Точно так же не является новейшим изобретением система надзора. Как замечает Фуко, неоднократно ссылаясь на мысль Маркса из I тома «Капитала», надзор постепенно становится органической частью процесса производства. Обобщение принципа всеподнадзорности, по мнению Фуко, убедительно доказывает, что власть в ее современном выражении не является свойством или привилегией отдельных лиц; это безликий дисциплинарный принцип. Исследование механизмов власти, действующих посредством дисциплинирования и надзора, помогает понять одно из важнейших событий в истории европейских пенитенциарных систем, а именно повсеместное превращение тюрьмы в главный способ наказания. Ни один из «великих реформаторов» Европы — теоретиков (Беккария), юристов (Серван), законодателей (Лепелле- тье) — не считал тюрьму всеобщей формой наказания.
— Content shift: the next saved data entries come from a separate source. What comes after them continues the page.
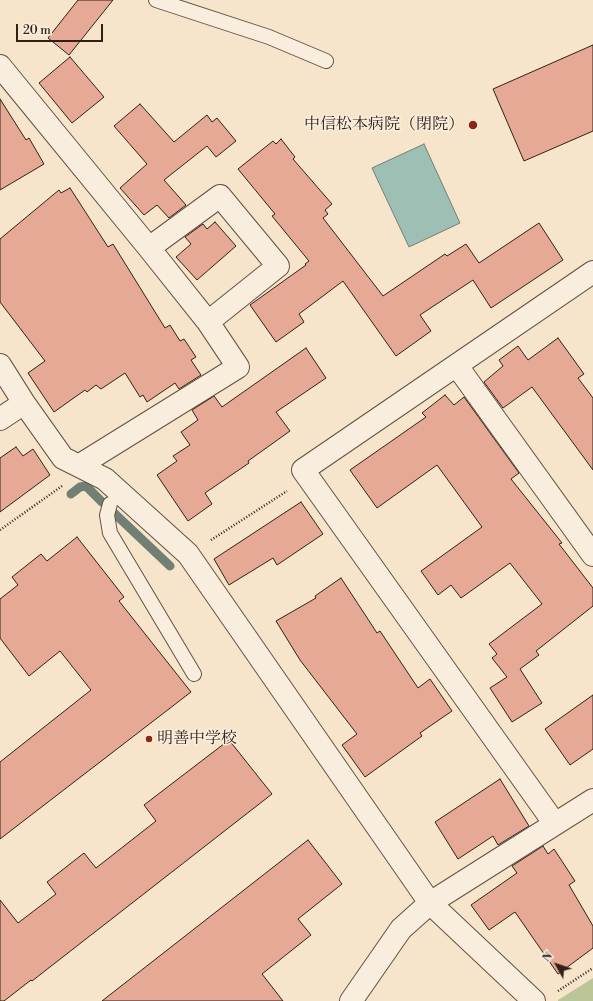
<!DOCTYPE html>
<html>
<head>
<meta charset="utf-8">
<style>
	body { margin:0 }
	#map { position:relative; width:593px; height:1001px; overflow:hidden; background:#f6e5ca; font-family:"Libre Bodoni",serif }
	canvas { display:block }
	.north { position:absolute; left:537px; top:945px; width:40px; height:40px; -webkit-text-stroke:3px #f9eedd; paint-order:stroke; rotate:310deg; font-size:11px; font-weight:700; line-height:16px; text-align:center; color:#322017 }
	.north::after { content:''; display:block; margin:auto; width:14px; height:18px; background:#322017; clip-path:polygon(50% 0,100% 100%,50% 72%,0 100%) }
	.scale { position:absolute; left:16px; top:24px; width:87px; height:18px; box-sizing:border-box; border:2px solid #322017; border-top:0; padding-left:5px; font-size:12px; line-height:14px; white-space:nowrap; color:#322017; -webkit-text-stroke:3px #f9eedd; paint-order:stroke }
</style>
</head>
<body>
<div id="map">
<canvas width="593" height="1001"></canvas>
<div class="north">N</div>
<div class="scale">20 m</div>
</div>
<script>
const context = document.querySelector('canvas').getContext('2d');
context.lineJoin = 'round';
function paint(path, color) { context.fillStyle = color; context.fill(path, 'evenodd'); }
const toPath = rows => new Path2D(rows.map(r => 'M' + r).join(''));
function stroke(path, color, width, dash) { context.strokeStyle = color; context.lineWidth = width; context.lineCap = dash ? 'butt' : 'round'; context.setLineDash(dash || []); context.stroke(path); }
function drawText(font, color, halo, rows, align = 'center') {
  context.font = font + ' "Libre Bodoni","Noto Serif JP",serif'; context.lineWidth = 3; context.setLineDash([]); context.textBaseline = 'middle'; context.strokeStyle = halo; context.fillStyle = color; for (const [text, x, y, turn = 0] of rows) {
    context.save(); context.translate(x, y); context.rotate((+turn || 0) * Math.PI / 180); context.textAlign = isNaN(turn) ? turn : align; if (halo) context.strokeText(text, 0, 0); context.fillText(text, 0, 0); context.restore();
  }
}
paint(toPath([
	[593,978,593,1001,558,1001,558,1000]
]), '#bcc597');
const water = toPath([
	[424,144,460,223,409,247,372,168,424,144]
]);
paint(water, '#9dbfb4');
stroke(water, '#727f75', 1);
stroke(toPath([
	[71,494,80,487,86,486,102,502],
	[114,513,170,566]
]), '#727f75', 9);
const building = toPath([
	[78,0,113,0,69,55,48,38,78,0],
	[593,45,593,131,524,161,493,89,593,45],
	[70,57,104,97,72,123,39,83,70,57],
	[0,99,26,140,29,138,44,164,0,190,0,99],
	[140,104,174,142,207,115,212,122,217,118,236,141,216,157,207,146,164,180,186,205,169,218,157,205,144,215,120,188,147,164,114,126,140,104],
	[281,139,295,157,293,159,332,204,325,210,328,214,323,218,383,296,445,254,447,256,466,244,479,263,539,223,563,260,491,308,473,280,420,315,431,331,396,356,343,281,299,314,304,322,276,342,250,305,306,265,305,264,309,261,272,216,275,214,238,169,273,141,276,144,281,139],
	[70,188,108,247,113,244,165,328,170,325,180,341,184,339,196,357,191,360,201,375,179,389,175,383,147,402,143,395,140,397,125,373,101,389,96,385,87,392,85,390,54,412,28,373,45,361,0,302,0,239,59,190,61,193,70,188],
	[215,222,236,246,197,280,176,257,191,244,185,237,203,224,207,229,215,222],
	[558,338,584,374,578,378,593,398,593,470,532,387,503,408,484,382,503,366,499,360,518,346,528,360,558,338],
	[306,348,326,378,276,412,290,431,248,461,249,463,205,493,212,504,188,521,157,475,177,461,173,456,190,445,181,432,198,420,192,410,214,396,222,407,306,348],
	[445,395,454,405,464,397,519,473,511,479,562,543,559,544,593,588,593,606,536,651,539,655,520,669,542,703,512,722,490,688,507,677,492,658,497,654,489,644,542,604,510,563,461,598,451,585,438,595,421,571,482,527,437,465,377,508,350,470,426,417,422,413,445,395],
	[16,447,23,456,33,449,50,475,0,512,0,458,16,447],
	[301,502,323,534,277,565,273,558,229,585,214,559,301,502],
	[77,537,124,597,119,601,191,692,0,839,0,762,91,690,60,651,29,676,0,638,0,599,18,585,12,577,41,554,47,561,77,537],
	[341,578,377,633,380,631,418,688,430,679,452,711,420,733,422,736,365,777,342,745,357,734,300,660,276,621,316,598,315,596,341,578],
	[593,695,593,749,570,765,545,729,593,695],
	[229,740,272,794,32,981,31,980,4,1001,0,1001,0,900,18,923,56,894,47,882,84,853,96,868,156,821,144,805,229,740],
	[500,779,529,826,498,845,493,836,458,859,435,822,500,779],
	[308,840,342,884,298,919,311,935,262,974,283,1001,102,1001,308,840],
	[543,846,548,854,554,849,575,881,569,885,593,926,593,948,558,974,515,912,489,930,471,905,517,873,512,866,543,846]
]);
paint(building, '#e6a995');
stroke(building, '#322017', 1);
const lane = toPath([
	[156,0,269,37,326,61],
	[110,504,107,515,110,533,194,674]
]);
const street = toPath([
	[0,66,149,248,208,322,238,367,80,465],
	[149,248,220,196,278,266,208,322],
	[593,272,303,470,555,824,593,800],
	[0,365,24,403,63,458,105,479,188,554,430,903,534,1001],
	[457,366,593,555],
	[0,419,24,403],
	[351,1001,401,929,430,903,555,824]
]);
stroke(lane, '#635144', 16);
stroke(street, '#635144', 24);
stroke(toPath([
	[0,530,62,486],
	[211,540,287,491],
	[558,991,593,968]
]), '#322017', 2.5, [1, 2]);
stroke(lane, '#f9eedd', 14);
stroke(street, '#f9eedd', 22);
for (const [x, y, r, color] of [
	[473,125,5,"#8f2418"],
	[149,739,4,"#8f2418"]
]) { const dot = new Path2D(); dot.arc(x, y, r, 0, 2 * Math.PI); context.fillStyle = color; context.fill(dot); stroke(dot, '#f9eedd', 1.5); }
drawText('16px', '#322017', '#f9eedd', [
	["中信松本病院（閉院）",464,125],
	["明善中学校",157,739,"left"]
], 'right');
</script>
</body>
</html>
Напротив, их теории, отрицая публичные казни во имя гуманности, предполагали совершенно иные модели наказания: как возмездие для тех, кто лишил свободы других людей, или как пристанище на время выплаты долгов или принудительных работ. Все отрицательные стороны тюрьмы были совершенно ясны: это способ наказания, не учитывающий личности преступника и специфики преступления; это рассадник праздности и безнравственности. Это, наконец, весьма неэкономичное предприятие. Тюрьма не способна избавить от рецидивизма, исключить преступления: она лишь сортирует и классифицирует их, пресекая одни, подавляя другие, поощряя и используя третьи и подключая их к более общим социальным механизмам (например, при вербовке провокаторов среди бывших преступников). И, однако, вопреки всем этим мнениям специалистов, за какие-нибудь несколько десятилетий, уже в начале XIX в., тюрьма становится главным пенитенциарным институтом буржуазного общества и обосновывается задним числом как якобы наилучшая возможность исправления преступника.

Возникновение научного знания о человеке в столь различных областях, как медицина, криминалистика, педагогика, психология, психопатология и др., требует двух, казалось бы, взаимоисключающих условий: одновременно и нормирования и индивидуализации. С одной стороны, процедура власти в дисциплинарном обществе предполагает вычленение нормы и приведение к норме: не антитеза дозволенного — запрещенного и освящающий ее закон, но упорядочивающая и усредняющая власть нормы становится основой новых социальных тактик и стратегий власти. С другой стороны, однако, определяющим условием социального порядка и его познания становится понижение порога индивидуализации, инверсия оси политических отношений: в феодальном обществе индивидуализация — это привилегия власть имущих, все прочие безлики и безъязыки; напротив, в современном обществе механизмы власти становятся все более анонимными и функциональными, а ее объекты в целях лучшего контроля и подчинения все более индивидуализируются. Так, ребенок индивидуальнее взрослого, больной — врача, сумасшедший — нормального, заключенный - надзирателя. Именно эти первые прежде всего и становятся объектом познания и подчинения: они описываются, анализируются, классифицируются, сравниваются и нормируются механизмами власти в школах и больницах, приютах и тюрьмах, хотя, конечно, не избегают этого и вторые, только за ними следят уже более высокие надзирающие инстанции социальной пирамиды.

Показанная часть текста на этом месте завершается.